*Work order*.
From the entries below, copy every line where the string "water" appears.

*Records shown*.
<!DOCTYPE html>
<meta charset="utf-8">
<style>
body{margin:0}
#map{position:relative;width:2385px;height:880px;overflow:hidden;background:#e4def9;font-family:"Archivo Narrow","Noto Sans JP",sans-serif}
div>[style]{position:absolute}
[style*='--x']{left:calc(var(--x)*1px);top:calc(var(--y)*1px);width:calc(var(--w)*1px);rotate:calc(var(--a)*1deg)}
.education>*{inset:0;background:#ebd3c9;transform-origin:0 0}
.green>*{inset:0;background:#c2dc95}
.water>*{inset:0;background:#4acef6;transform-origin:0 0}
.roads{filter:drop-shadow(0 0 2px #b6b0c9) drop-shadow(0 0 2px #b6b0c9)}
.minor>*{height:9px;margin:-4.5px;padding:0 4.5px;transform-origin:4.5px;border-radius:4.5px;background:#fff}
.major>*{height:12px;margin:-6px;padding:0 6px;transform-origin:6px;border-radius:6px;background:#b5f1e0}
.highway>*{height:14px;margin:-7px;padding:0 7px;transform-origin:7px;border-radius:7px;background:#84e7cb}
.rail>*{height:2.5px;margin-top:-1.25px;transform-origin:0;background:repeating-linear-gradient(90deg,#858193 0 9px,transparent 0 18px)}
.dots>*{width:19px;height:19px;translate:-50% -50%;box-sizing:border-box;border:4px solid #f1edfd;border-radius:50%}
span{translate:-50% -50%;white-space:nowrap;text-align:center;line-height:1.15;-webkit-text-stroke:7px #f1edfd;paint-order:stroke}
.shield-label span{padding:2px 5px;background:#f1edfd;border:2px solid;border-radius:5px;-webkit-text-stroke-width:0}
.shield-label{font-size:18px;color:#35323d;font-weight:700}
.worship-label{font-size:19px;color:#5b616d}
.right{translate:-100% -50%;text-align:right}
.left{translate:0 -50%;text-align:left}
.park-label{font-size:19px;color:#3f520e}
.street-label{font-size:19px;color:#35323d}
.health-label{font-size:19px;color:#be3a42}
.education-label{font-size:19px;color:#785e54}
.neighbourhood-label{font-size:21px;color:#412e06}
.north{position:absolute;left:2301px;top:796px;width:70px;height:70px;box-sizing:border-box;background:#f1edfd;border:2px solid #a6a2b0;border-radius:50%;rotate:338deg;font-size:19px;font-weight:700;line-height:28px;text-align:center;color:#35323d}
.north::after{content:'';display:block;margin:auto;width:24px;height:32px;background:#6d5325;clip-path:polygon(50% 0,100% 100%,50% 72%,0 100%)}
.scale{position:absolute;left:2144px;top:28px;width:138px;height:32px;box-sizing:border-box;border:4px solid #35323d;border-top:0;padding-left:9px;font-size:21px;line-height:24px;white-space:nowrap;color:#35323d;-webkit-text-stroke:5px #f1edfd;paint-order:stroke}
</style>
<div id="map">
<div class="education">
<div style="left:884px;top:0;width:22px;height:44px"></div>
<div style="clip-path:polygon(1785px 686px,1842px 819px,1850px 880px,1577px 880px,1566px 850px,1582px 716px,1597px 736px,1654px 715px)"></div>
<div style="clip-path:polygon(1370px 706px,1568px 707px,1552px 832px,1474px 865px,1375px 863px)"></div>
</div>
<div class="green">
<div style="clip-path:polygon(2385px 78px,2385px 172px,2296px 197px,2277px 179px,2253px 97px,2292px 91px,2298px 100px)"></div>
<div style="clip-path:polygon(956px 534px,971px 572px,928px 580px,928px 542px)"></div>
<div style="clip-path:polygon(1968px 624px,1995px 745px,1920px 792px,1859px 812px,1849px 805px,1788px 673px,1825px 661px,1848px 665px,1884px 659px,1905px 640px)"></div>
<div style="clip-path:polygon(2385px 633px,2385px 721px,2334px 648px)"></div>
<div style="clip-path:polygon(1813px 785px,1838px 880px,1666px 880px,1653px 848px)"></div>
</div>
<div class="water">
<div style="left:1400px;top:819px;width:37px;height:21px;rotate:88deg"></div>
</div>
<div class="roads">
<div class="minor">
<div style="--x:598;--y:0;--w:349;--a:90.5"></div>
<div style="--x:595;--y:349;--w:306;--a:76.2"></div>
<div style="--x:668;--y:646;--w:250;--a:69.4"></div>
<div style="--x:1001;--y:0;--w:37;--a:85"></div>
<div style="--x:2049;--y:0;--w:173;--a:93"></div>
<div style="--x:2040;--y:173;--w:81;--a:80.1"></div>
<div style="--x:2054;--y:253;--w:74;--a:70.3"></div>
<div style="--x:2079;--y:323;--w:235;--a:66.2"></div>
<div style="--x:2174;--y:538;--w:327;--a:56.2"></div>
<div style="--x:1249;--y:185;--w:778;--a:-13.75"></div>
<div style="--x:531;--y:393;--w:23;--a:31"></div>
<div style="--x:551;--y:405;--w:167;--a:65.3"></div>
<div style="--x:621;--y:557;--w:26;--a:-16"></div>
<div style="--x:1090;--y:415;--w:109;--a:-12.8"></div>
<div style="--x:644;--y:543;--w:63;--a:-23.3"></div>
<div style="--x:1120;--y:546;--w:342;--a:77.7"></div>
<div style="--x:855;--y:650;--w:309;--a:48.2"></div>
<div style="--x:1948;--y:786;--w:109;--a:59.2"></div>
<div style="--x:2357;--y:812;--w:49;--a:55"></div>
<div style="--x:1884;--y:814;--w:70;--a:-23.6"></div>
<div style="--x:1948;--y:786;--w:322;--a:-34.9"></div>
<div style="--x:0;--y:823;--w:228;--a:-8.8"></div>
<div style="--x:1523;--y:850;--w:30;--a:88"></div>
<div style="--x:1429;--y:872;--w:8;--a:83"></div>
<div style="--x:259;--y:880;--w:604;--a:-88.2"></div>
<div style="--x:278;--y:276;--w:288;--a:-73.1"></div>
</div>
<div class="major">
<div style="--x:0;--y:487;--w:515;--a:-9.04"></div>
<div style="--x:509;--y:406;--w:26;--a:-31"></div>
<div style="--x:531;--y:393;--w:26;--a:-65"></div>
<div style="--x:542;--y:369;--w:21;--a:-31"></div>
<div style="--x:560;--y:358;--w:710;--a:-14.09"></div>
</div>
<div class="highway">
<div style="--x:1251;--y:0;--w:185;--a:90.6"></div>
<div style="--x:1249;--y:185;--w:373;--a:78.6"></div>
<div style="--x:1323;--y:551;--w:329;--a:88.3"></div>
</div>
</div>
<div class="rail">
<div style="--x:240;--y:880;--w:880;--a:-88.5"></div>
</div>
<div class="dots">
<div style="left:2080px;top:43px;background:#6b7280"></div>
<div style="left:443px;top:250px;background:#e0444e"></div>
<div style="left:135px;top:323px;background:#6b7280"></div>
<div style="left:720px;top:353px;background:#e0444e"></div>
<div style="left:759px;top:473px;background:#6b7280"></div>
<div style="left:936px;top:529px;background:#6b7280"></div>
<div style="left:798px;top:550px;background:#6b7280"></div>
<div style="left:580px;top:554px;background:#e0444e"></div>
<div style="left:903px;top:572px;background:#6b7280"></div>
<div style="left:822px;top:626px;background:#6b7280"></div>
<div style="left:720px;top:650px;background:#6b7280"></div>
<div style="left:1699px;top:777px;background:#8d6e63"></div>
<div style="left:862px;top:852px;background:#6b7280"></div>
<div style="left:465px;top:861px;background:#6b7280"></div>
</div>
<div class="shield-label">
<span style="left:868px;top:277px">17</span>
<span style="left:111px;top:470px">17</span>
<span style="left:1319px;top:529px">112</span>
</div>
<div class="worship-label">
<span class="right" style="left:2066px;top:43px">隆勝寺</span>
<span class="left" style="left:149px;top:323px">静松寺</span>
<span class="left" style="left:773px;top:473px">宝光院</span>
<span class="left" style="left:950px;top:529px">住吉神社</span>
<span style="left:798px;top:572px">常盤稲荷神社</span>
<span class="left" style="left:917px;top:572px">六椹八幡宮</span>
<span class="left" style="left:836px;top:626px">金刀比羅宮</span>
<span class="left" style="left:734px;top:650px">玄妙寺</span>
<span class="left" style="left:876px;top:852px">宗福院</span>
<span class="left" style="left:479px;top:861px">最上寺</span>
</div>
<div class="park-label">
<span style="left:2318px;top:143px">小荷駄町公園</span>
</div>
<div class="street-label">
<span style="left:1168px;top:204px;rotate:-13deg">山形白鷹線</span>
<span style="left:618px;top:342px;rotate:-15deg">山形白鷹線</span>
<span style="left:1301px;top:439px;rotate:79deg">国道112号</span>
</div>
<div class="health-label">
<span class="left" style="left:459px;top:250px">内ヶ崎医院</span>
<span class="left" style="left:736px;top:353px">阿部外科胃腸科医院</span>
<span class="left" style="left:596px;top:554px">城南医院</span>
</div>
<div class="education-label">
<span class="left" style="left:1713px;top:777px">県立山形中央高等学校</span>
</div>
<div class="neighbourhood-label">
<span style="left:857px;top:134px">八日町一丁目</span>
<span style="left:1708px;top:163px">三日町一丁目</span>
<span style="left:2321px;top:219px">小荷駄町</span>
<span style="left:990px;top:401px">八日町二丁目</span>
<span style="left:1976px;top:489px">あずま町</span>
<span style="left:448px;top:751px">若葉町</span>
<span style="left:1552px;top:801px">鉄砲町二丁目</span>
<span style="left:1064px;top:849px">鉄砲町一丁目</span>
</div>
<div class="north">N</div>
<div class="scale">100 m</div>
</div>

*Output below*.
.water>*{inset:0;background:#4acef6;transform-origin:0 0}
<div class="water">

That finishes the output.